MagicPot analogPots[] = 
{
    MagicPot(A0),
}

void setup() {
  for (MagicPot& x : analogPots) //arr only contains 1 element
    x.begin();
}
void loop() {
  for (MagicPot& pot : analogPots) //arr only contains 1 element
  {
    if(true == pot.read(20))
      {
        CPPacket* analogPotChangedPacket = new CPPacket(HWEvent::Switch, pot.pin, pot.getValue());
        SendPacket( &myPacketSerial, analogPotChangedPacket);
        delete analogPotChangedPacket;
      }
  }

}

Actual Output: (read from computer(conn via Serial))

Type Error Target Value
Switch NONE 54 516
Switch NONE 54 515
Switch NONE 54 514
Switch NONE 54 513

Expected Output:

Type Error Target Value
Switch NONE 54 516
Switch NONE 54 496
Switch NONE 54 456
Switch NONE 54 436
3
  • you subtract two unsigned types so the result is stored in an unsigned temporary too. try abs((int16_t) value - this->value)
    – Juraj
    Mar 25 at 10:16
  • 1
    @Juraj: It should be either abs((int16_t) (value - this->value)) or abs((int16_t) value - (int16_t) this->value). Or, better yet, make everything signed. Otherwise, if only one term of the subtraction is signed, the unsigned type wins the “usual arithmetic conversions” game. Mar 25 at 11:17
  • @EdgarBonet Thank you, the weird behaviour was caused by uint16. I tested running the code (with uint) in VisualStudio and there it worked. Do you know why it worked in VS/Win11 but not in Arduino? Is the c++ version different? Compiler? And why didn't the compiler warn me? Ps, I am a complete beginner in c++
    – David
    Mar 25 at 12:55

1 Answer 1

3

Consider this subtraction:

value - this->value

Like in any arithmetic operation, the operands undergo integral promotion, then usual arithmetic conversions. Oversimplifying a bit, “integral promotion” means that types smaller than int get promoted to int, whereas “usual arithmetic conversions” mean the smaller operand gets promoted to the type of the bigger one. If both types have the same size, the unsigned one wins.

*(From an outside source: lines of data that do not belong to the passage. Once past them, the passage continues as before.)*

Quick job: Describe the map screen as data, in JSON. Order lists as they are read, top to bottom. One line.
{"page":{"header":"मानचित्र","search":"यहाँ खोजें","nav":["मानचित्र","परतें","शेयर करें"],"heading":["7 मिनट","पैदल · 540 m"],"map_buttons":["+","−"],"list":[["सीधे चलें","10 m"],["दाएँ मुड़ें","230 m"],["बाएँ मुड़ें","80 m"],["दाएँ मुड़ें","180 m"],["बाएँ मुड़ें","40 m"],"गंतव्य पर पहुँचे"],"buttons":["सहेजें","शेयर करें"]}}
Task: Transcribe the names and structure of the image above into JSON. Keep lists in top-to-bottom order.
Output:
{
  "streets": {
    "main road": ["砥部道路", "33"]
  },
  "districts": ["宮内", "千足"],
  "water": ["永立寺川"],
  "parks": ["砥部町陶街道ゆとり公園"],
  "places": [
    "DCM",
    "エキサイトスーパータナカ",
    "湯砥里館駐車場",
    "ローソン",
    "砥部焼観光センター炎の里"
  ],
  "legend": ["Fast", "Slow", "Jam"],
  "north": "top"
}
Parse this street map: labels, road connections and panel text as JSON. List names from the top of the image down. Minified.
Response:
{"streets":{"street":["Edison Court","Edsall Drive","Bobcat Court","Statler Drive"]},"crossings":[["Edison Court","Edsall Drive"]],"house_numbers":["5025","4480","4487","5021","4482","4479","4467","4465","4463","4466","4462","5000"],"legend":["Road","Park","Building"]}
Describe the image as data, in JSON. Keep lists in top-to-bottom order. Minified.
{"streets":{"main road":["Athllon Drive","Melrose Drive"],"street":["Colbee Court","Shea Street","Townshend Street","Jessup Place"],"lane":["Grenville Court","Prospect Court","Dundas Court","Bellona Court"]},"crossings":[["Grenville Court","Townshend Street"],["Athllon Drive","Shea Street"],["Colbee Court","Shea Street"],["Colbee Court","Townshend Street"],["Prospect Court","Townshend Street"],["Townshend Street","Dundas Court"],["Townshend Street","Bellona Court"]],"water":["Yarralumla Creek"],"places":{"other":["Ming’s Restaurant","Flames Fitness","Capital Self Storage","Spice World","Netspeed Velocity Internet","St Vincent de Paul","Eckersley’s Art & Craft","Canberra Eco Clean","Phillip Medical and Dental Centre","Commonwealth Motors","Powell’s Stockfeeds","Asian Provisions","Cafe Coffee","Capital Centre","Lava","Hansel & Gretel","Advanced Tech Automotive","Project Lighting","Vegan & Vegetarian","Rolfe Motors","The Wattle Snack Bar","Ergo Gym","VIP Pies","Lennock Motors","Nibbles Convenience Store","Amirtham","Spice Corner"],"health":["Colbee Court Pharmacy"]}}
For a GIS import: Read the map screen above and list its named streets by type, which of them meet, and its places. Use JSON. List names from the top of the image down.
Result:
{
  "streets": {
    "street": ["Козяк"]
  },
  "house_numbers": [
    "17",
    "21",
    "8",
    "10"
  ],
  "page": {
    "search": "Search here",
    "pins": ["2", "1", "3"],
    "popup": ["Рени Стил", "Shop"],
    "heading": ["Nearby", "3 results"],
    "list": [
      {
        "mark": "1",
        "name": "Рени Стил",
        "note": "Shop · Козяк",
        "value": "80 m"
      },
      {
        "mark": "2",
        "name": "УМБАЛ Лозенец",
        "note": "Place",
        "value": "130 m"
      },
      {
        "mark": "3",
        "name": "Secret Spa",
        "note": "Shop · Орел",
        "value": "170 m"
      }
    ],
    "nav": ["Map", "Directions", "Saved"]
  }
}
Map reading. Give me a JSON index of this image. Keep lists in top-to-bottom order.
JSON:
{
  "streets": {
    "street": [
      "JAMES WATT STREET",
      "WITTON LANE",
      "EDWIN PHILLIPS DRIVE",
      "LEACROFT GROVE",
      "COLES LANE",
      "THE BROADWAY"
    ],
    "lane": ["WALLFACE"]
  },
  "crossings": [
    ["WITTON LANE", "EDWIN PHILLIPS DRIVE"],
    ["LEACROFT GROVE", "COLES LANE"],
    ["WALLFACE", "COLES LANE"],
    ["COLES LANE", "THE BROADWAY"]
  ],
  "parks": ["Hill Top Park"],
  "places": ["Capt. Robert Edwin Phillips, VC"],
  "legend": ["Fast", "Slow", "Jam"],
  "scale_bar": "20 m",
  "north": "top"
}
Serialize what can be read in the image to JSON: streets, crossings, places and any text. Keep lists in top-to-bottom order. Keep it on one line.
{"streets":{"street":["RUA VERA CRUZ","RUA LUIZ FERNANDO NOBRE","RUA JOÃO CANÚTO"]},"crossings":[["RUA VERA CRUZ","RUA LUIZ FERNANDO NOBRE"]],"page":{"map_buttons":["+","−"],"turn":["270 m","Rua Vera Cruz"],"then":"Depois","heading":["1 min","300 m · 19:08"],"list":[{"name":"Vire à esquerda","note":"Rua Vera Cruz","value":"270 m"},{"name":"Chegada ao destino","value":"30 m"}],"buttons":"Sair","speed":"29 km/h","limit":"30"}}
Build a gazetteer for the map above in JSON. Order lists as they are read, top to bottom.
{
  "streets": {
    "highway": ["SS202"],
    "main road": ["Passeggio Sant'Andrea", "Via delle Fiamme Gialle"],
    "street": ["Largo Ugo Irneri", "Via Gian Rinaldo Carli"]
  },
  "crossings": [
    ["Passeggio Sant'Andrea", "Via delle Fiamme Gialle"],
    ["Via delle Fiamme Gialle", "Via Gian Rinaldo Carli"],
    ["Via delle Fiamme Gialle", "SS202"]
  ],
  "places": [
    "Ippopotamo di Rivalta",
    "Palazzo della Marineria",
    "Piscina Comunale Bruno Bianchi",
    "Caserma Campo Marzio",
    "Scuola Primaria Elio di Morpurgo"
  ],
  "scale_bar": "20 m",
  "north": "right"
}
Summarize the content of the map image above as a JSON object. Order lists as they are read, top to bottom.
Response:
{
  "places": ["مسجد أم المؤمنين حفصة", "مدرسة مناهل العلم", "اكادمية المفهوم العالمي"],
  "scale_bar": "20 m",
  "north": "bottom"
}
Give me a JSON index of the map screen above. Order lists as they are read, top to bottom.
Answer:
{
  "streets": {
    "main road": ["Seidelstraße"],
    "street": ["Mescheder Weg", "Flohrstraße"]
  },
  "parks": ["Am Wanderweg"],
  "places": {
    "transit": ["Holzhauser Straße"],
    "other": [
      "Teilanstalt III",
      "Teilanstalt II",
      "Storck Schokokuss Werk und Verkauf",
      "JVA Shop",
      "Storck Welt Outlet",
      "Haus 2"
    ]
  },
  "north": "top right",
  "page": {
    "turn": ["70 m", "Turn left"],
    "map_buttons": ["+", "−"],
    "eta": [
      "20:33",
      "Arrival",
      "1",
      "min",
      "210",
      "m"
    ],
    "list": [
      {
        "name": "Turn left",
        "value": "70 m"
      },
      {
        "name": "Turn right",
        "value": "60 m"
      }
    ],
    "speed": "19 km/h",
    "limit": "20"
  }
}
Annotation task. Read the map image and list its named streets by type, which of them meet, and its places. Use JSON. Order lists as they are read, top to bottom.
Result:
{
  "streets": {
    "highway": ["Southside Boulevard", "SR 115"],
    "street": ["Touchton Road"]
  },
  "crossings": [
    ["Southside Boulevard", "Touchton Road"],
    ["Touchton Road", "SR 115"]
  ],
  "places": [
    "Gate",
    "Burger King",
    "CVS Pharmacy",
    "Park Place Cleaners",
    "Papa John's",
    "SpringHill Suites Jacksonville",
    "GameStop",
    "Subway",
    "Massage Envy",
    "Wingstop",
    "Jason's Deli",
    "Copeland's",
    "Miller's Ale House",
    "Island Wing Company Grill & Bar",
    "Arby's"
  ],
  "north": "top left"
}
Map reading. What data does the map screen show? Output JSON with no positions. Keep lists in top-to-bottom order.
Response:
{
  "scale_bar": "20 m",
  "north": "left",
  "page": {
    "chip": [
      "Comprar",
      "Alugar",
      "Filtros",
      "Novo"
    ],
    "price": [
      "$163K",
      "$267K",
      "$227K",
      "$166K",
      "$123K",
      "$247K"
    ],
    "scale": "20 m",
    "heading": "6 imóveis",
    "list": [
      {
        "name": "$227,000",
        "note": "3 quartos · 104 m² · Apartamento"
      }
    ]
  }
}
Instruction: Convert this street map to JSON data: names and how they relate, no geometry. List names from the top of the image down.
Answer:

On the Arduino Mega, and int is 16 bits. Since the operands of the subtraction are both uint16_t, the types are not changed by these implicit conversions. The subtraction is performed with the uint16_t type and wraps around modulo 216. If you expect −1, you get 65535.

If you cast one of the operands to int16_t, then it will be implicitly converted back to uint16_t by the usual arithmetic conversions, and you get the same result.

On your PC, an int is 32 bits, thus both operands get implicitly converted to int by integral promotion, and you get the expected signed result.

The simple solution to your problem is to turn all your variables to int16_t. I suggest you always use signed types by default, and revert to unsigned types when you do need the wraparound semantics of the arithmetic operations (it is useful sometimes).